### RECORD EXCERPTS
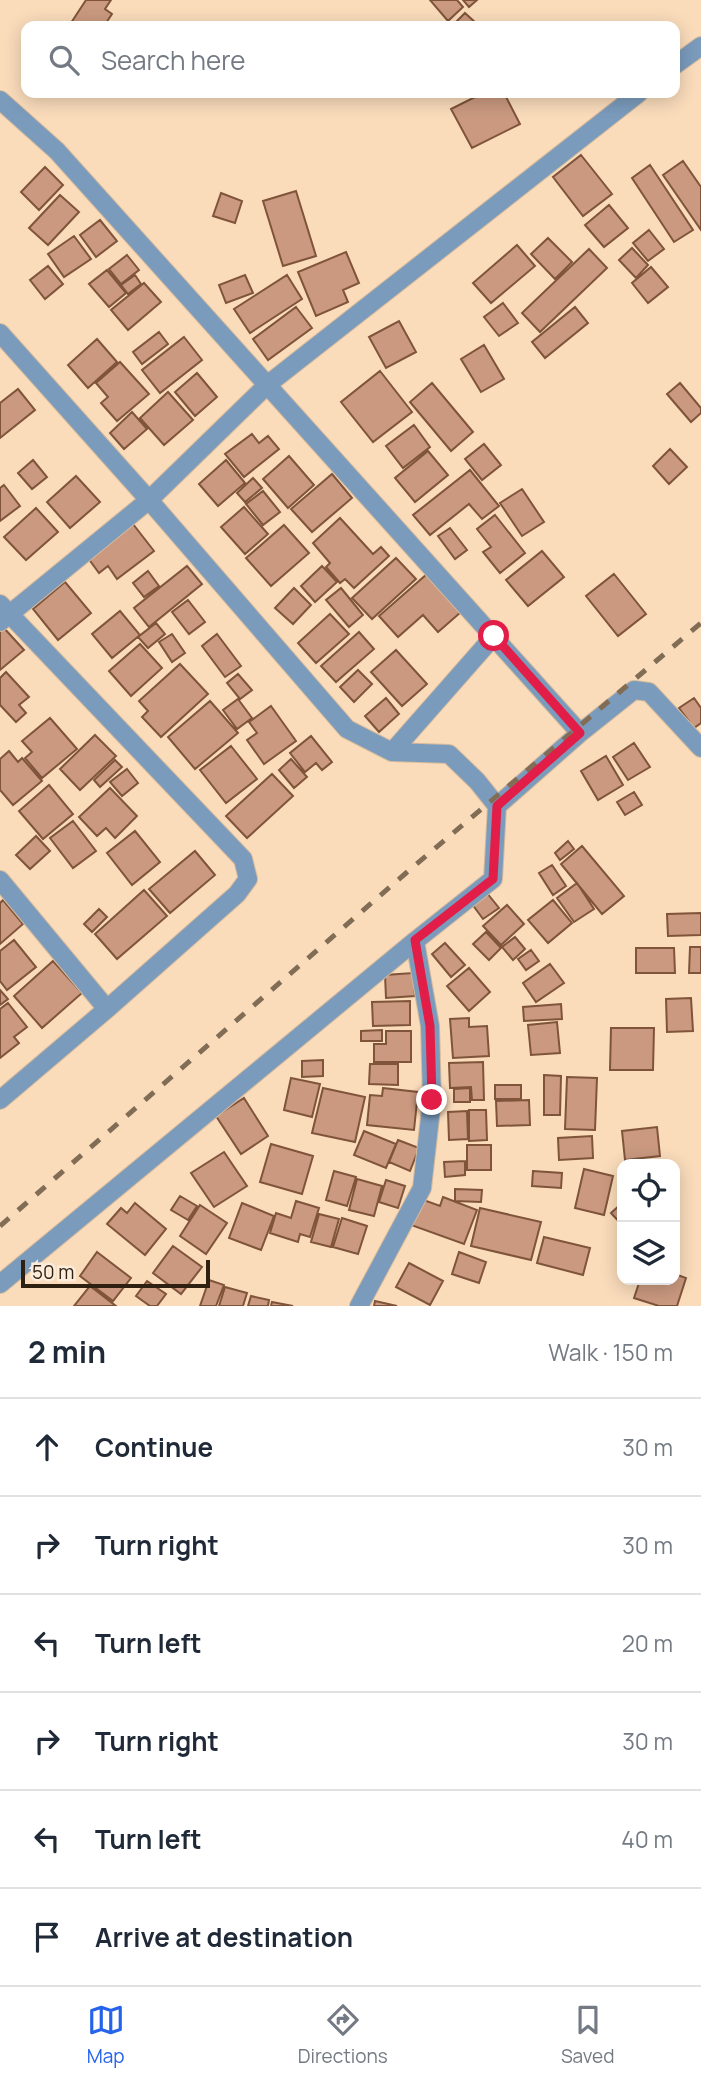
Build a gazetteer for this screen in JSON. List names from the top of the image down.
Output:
{
  "scale_bar": "50 m",
  "page": {
    "search": "Search here",
    "scale": "50 m",
    "heading": ["2 min", "Walk · 150 m"],
    "list": [
      ["Continue", "30 m"],
      ["Turn right", "30 m"],
      ["Turn left", "20 m"],
      ["Turn right", "30 m"],
      ["Turn left", "40 m"],
      "Arrive at destination"
    ],
    "nav": ["Map", "Directions", "Saved"]
  }
}
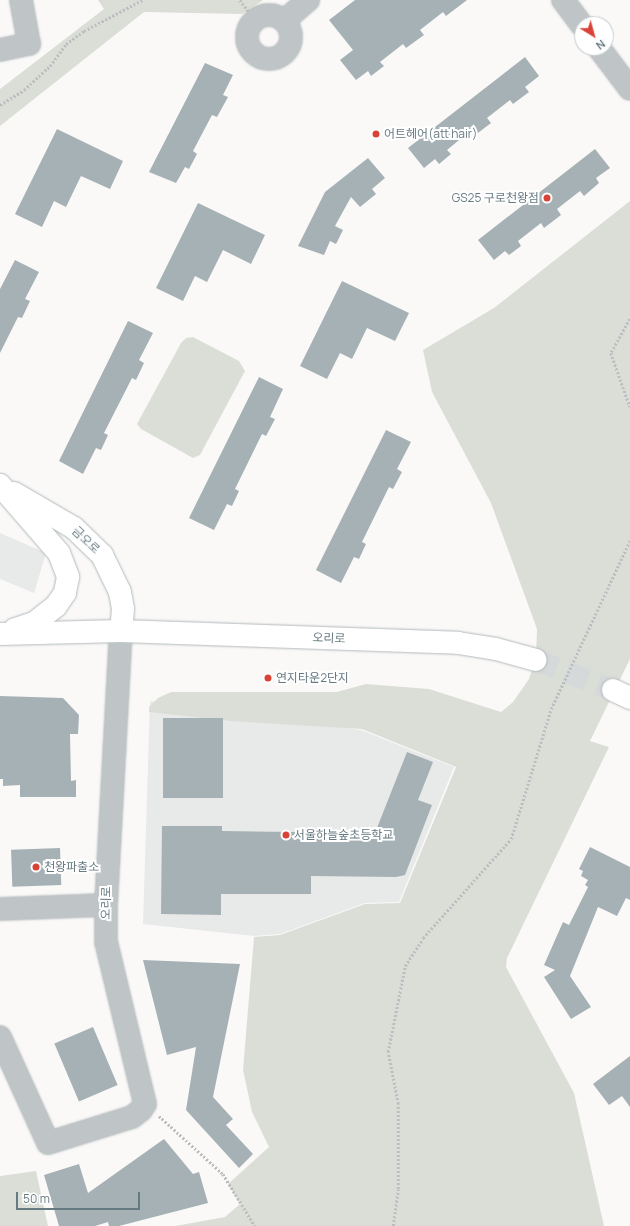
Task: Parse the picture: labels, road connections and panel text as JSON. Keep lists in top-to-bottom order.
{
  "streets": {
    "main road": ["금오로", "오리로"]
  },
  "crossings": [
    ["금오로", "오리로"]
  ],
  "places": [
    "어트헤어(att hair)",
    "GS25 구로천왕점",
    "연지타운2단지",
    "서울하늘숲초등학교",
    "천왕파출소"
  ],
  "scale_bar": "50 m",
  "north": "bottom right"
}
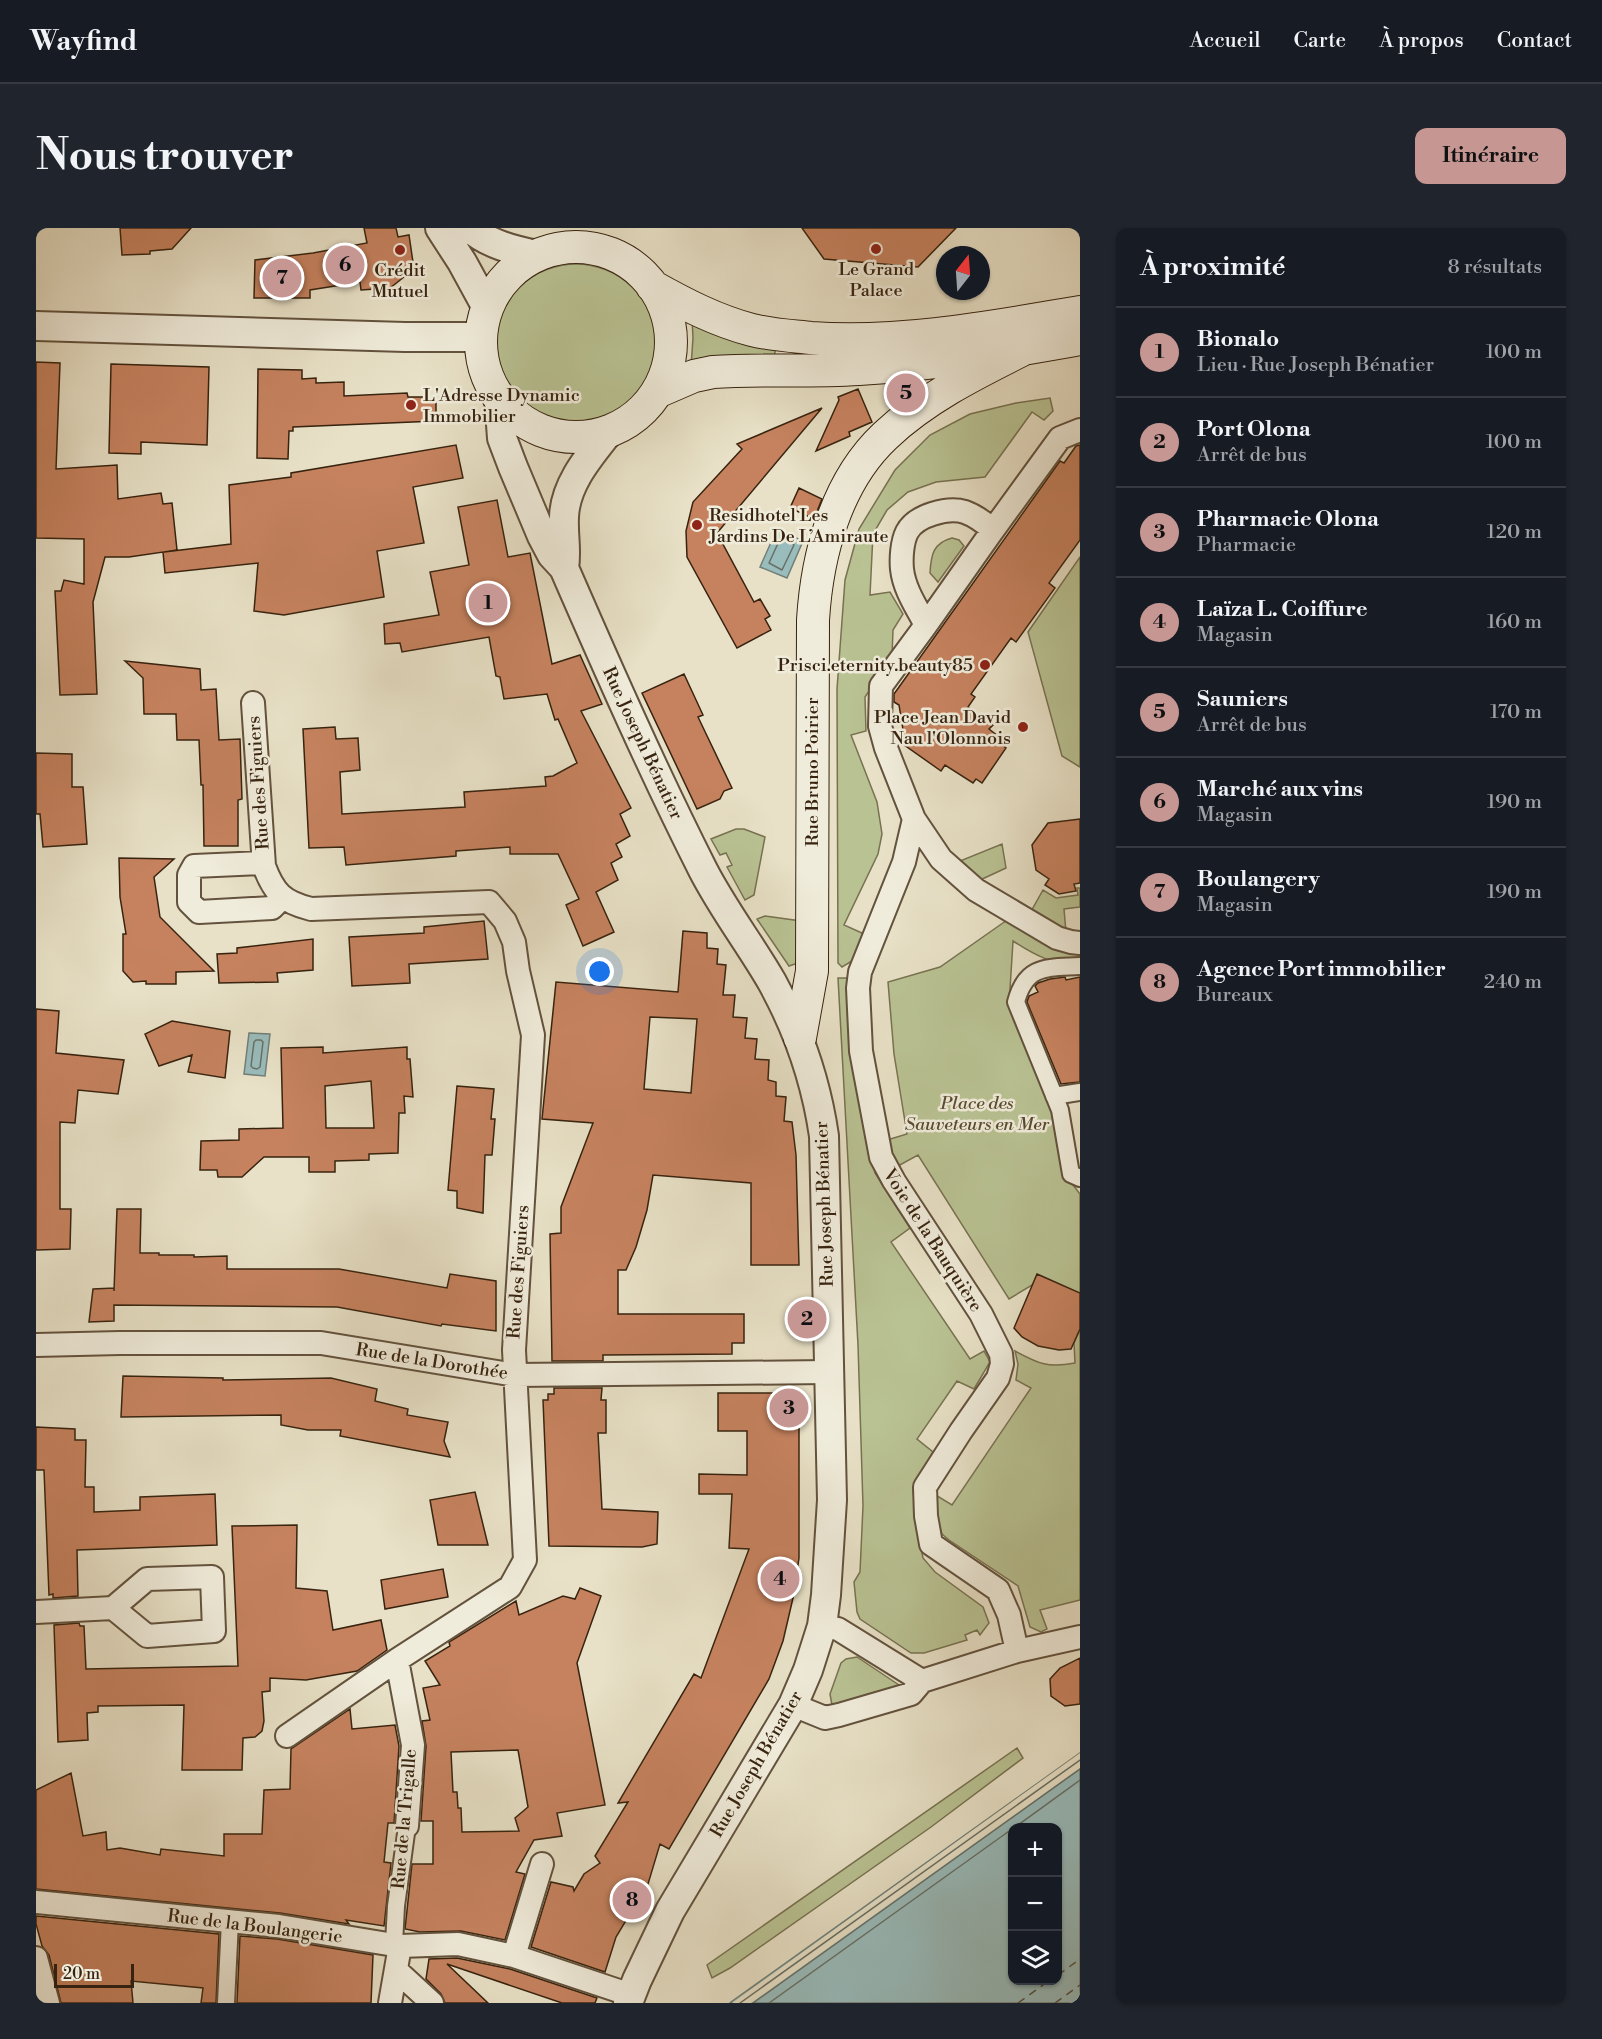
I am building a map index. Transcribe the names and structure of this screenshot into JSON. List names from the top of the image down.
{
  "streets": {
    "main road": ["Rue Bruno Poirier"],
    "street": [
      "Rue Joseph Bénatier",
      "Rue des Figuiers",
      "Voie de la Bauquière",
      "Rue de la Dorothée",
      "Rue de la Trigalle",
      "Rue de la Boulangerie"
    ]
  },
  "crossings": [
    ["Rue Joseph Bénatier", "Rue Bruno Poirier"],
    ["Rue Joseph Bénatier", "Rue de la Dorothée"],
    ["Rue Joseph Bénatier", "Rue de la Boulangerie"],
    ["Rue des Figuiers", "Rue de la Dorothée"],
    ["Rue des Figuiers", "Rue de la Trigalle"],
    ["Rue de la Trigalle", "Rue de la Boulangerie"]
  ],
  "parks": ["Place des Sauveteurs en Mer"],
  "places": [
    "Le Grand Palace",
    "Crédit Mutuel",
    "L'Adresse Dynamic Immobilier",
    "Residhotel Les Jardins De L’Amiraute",
    "Prisci.eternity.beauty85",
    "Place Jean David Nau l'Olonnois"
  ],
  "scale_bar": "20 m",
  "north": "top",
  "page": {
    "header": "Wayfind",
    "nav": [
      "Accueil",
      "Carte",
      "À propos",
      "Contact"
    ],
    "buttons": "Itinéraire",
    "title": "Nous trouver",
    "heading": ["À proximité", "8 résultats"],
    "pins": [
      "6",
      "7",
      "5",
      "1",
      "2",
      "3",
      "4",
      "8"
    ],
    "list": [
      {
        "mark": "1",
        "name": "Bionalo",
        "note": "Lieu · Rue Joseph Bénatier",
        "value": "100 m"
      },
      {
        "mark": "2",
        "name": "Port Olona",
        "note": "Arrêt de bus",
        "value": "100 m"
      },
      {
        "mark": "3",
        "name": "Pharmacie Olona",
        "note": "Pharmacie",
        "value": "120 m"
      },
      {
        "mark": "4",
        "name": "Laïza L. Coiffure",
        "note": "Magasin",
        "value": "160 m"
      },
      {
        "mark": "5",
        "name": "Sauniers",
        "note": "Arrêt de bus",
        "value": "170 m"
      },
      {
        "mark": "6",
        "name": "Marché aux vins",
        "note": "Magasin",
        "value": "190 m"
      },
      {
        "mark": "7",
        "name": "Boulangery",
        "note": "Magasin",
        "value": "190 m"
      },
      {
        "mark": "8",
        "name": "Agence Port immobilier",
        "note": "Bureaux",
        "value": "240 m"
      }
    ],
    "map_buttons": ["+", "−"],
    "scale": "20 m"
  }
}
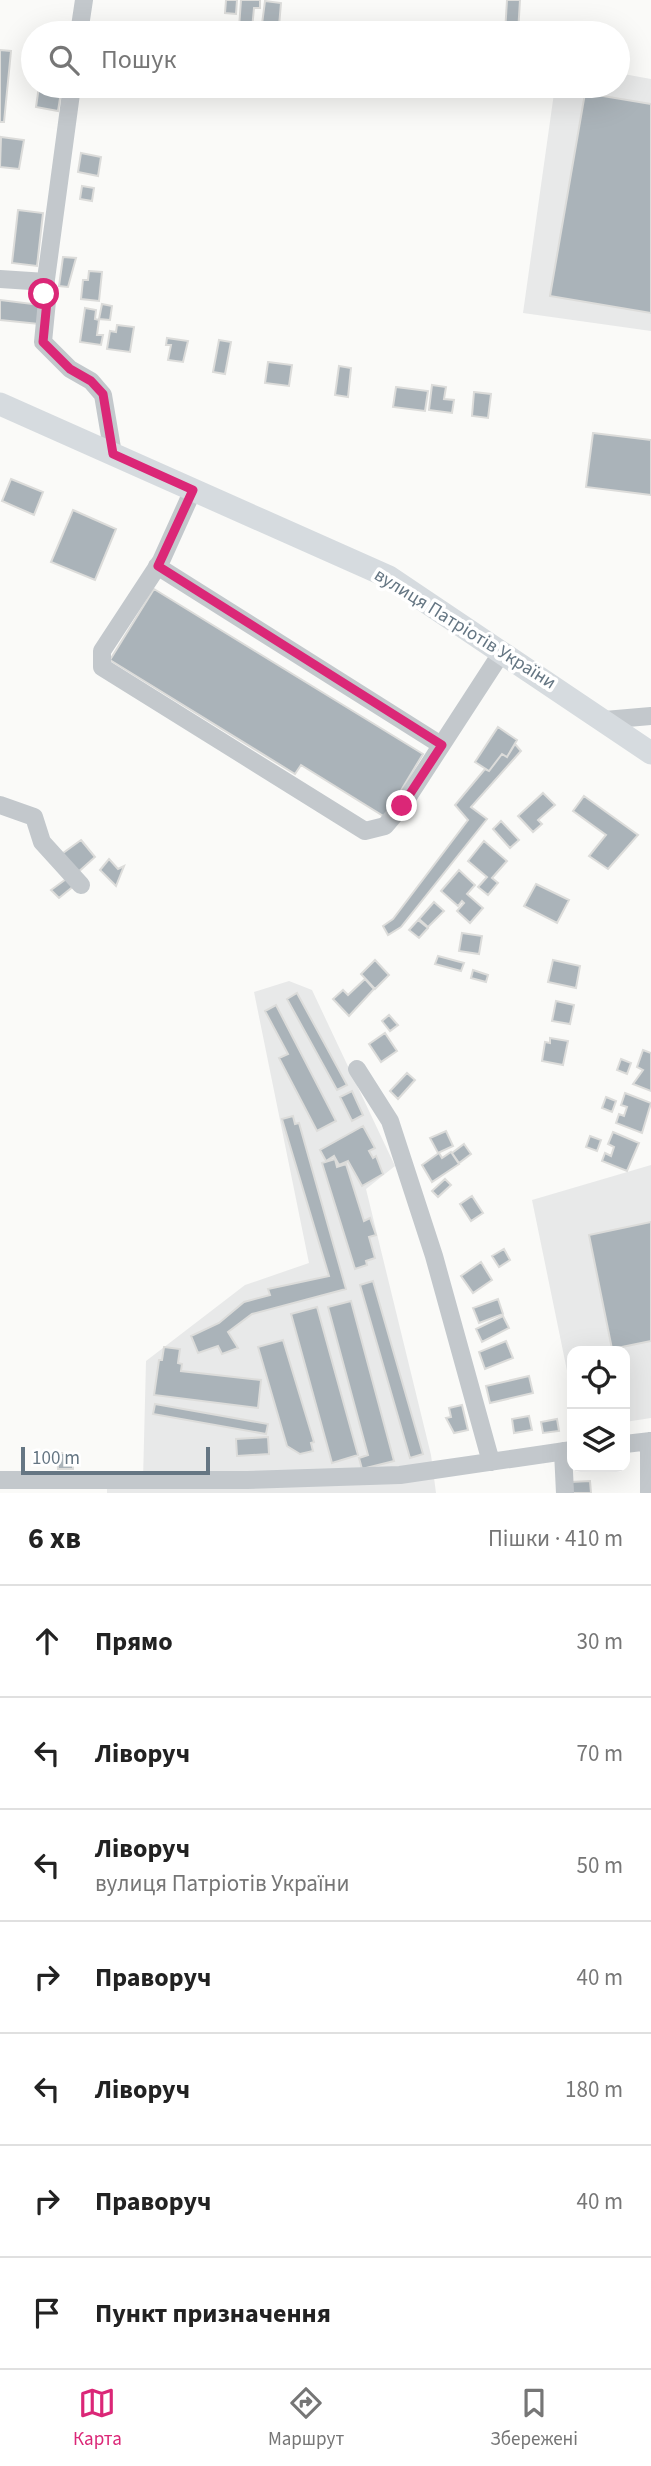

### DESCRIPTION OF THE TASK
Scan the data above. Return every line with "road" in it.

### TASK RESPONSE
Task: Parse the picture: labels, road connections and panel text as JSON. Keep lists in top-to-bottom order.
    "main road": ["금오로", "오리로"]
    "main road": ["Rue Bruno Poirier"],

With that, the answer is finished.